• _Your assignment_
Everything in the listing must be repeated exactly, apart from the images.

• _Information supplied_
------

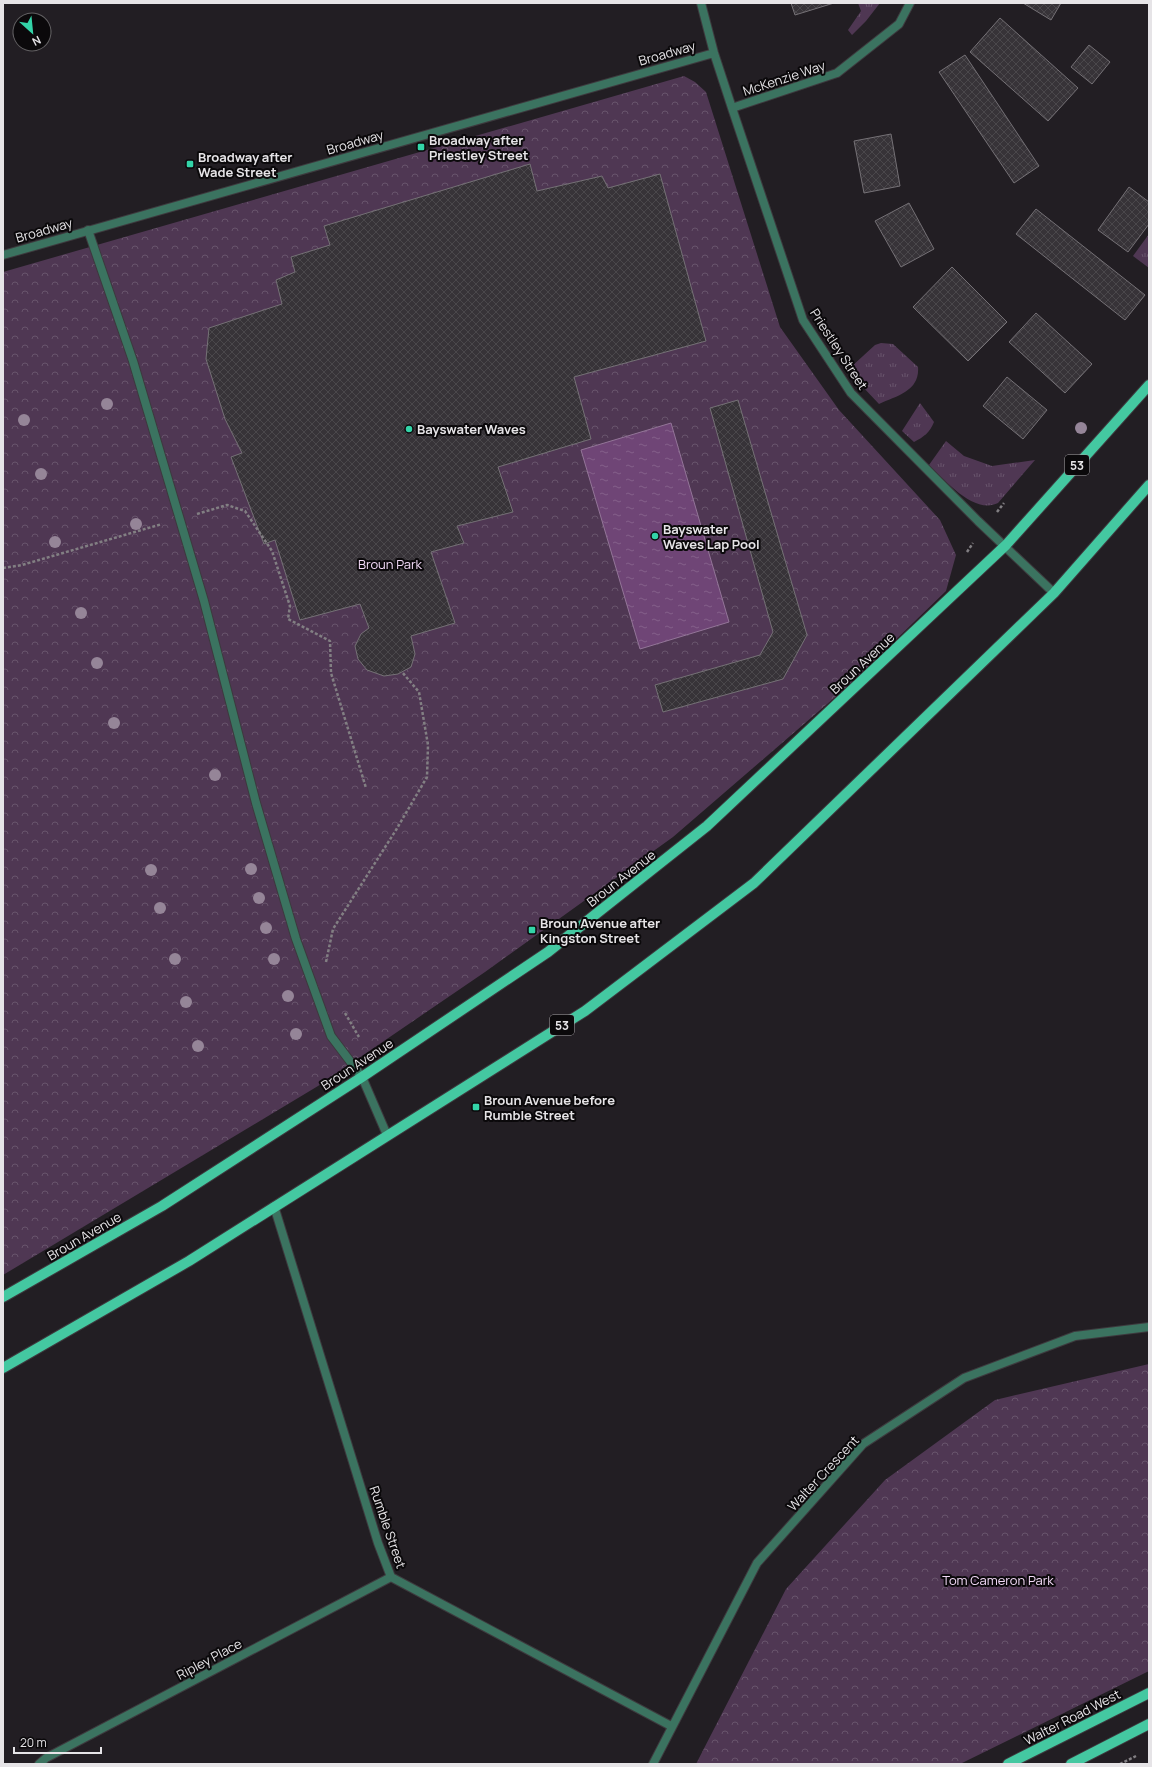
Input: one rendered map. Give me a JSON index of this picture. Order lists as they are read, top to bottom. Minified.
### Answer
{"streets":{"main road":["53","Broun Avenue","Walter Road West"],"street":["Broadway","McKenzie Way","Priestley Street","Walter Crescent","Rumble Street","Ripley Place"]},"crossings":[["Broadway","Priestley Street"],["McKenzie Way","Priestley Street"],["Priestley Street","53"],["Priestley Street","Broun Avenue"],["53","Rumble Street"],["Walter Crescent","Rumble Street"],["Rumble Street","Ripley Place"]],"parks":["Broun Park","Tom Cameron Park"],"places":{"transit":["Broadway after Priestley Street","Broadway after Wade Street","Broun Avenue after Kingston Street","Broun Avenue before Rumble Street"],"other":["Bayswater Waves","Bayswater Waves Lap Pool"]},"scale_bar":"20 m","north":"bottom right"}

------

• _Task solution_
Input: one rendered map. Give me a JSON index of this picture. Order lists as they are read, top to bottom. Minified.
### Answer
{"streets":{"main road":["53","Broun Avenue","Walter Road West"],"street":["Broadway","McKenzie Way","Priestley Street","Walter Crescent","Rumble Street","Ripley Place"]},"crossings":[["Broadway","Priestley Street"],["McKenzie Way","Priestley Street"],["Priestley Street","53"],["Priestley Street","Broun Avenue"],["53","Rumble Street"],["Walter Crescent","Rumble Street"],["Rumble Street","Ripley Place"]],"parks":["Broun Park","Tom Cameron Park"],"places":{"transit":["Broadway after Priestley Street","Broadway after Wade Street","Broun Avenue after Kingston Street","Broun Avenue before Rumble Street"],"other":["Bayswater Waves","Bayswater Waves Lap Pool"]},"scale_bar":"20 m","north":"bottom right"}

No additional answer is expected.